- **Prompt**:
Repeat the entries exactly, keeping every line as it is.
Record set Start Marker
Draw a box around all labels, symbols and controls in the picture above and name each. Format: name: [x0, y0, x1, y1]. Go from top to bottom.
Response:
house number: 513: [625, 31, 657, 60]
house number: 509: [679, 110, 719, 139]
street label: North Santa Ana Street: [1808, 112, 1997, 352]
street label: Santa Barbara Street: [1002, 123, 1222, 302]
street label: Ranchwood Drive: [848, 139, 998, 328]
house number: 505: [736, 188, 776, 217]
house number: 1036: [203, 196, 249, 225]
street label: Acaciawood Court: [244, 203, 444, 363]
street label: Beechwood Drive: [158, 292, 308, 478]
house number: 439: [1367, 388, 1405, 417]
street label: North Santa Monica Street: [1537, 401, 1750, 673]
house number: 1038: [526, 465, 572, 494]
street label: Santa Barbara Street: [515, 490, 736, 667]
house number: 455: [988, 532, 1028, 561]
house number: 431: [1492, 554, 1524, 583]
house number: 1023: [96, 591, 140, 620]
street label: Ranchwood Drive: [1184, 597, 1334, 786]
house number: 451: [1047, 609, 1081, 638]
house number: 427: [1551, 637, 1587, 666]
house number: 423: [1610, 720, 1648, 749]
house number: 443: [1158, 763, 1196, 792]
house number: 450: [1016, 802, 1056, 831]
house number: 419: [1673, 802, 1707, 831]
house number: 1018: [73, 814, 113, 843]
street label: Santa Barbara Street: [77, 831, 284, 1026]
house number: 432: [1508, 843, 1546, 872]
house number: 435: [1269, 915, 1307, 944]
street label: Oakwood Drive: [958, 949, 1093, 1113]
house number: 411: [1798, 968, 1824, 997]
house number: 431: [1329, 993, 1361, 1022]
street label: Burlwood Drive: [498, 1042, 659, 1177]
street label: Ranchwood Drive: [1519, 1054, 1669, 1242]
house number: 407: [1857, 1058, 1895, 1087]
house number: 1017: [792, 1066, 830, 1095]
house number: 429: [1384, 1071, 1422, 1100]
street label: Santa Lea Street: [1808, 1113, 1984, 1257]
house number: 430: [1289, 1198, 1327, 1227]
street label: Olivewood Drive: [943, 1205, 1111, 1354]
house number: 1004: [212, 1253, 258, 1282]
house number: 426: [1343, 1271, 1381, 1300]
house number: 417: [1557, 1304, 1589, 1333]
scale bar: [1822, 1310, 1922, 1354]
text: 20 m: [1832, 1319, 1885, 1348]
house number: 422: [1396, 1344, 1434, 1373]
Record set End Marker
- **Task output**:
Draw a box around all labels, symbols and controls in the picture above and name each. Format: name: [x0, y0, x1, y1]. Go from top to bottom.
Response:
house number: 513: [625, 31, 657, 60]
house number: 509: [679, 110, 719, 139]
street label: North Santa Ana Street: [1808, 112, 1997, 352]
street label: Santa Barbara Street: [1002, 123, 1222, 302]
street label: Ranchwood Drive: [848, 139, 998, 328]
house number: 505: [736, 188, 776, 217]
house number: 1036: [203, 196, 249, 225]
street label: Acaciawood Court: [244, 203, 444, 363]
street label: Beechwood Drive: [158, 292, 308, 478]
house number: 439: [1367, 388, 1405, 417]
street label: North Santa Monica Street: [1537, 401, 1750, 673]
house number: 1038: [526, 465, 572, 494]
street label: Santa Barbara Street: [515, 490, 736, 667]
house number: 455: [988, 532, 1028, 561]
house number: 431: [1492, 554, 1524, 583]
house number: 1023: [96, 591, 140, 620]
street label: Ranchwood Drive: [1184, 597, 1334, 786]
house number: 451: [1047, 609, 1081, 638]
house number: 427: [1551, 637, 1587, 666]
house number: 423: [1610, 720, 1648, 749]
house number: 443: [1158, 763, 1196, 792]
house number: 450: [1016, 802, 1056, 831]
house number: 419: [1673, 802, 1707, 831]
house number: 1018: [73, 814, 113, 843]
street label: Santa Barbara Street: [77, 831, 284, 1026]
house number: 432: [1508, 843, 1546, 872]
house number: 435: [1269, 915, 1307, 944]
street label: Oakwood Drive: [958, 949, 1093, 1113]
house number: 411: [1798, 968, 1824, 997]
house number: 431: [1329, 993, 1361, 1022]
street label: Burlwood Drive: [498, 1042, 659, 1177]
street label: Ranchwood Drive: [1519, 1054, 1669, 1242]
house number: 407: [1857, 1058, 1895, 1087]
house number: 1017: [792, 1066, 830, 1095]
house number: 429: [1384, 1071, 1422, 1100]
street label: Santa Lea Street: [1808, 1113, 1984, 1257]
house number: 430: [1289, 1198, 1327, 1227]
street label: Olivewood Drive: [943, 1205, 1111, 1354]
house number: 1004: [212, 1253, 258, 1282]
house number: 426: [1343, 1271, 1381, 1300]
house number: 417: [1557, 1304, 1589, 1333]
scale bar: [1822, 1310, 1922, 1354]
text: 20 m: [1832, 1319, 1885, 1348]
house number: 422: [1396, 1344, 1434, 1373]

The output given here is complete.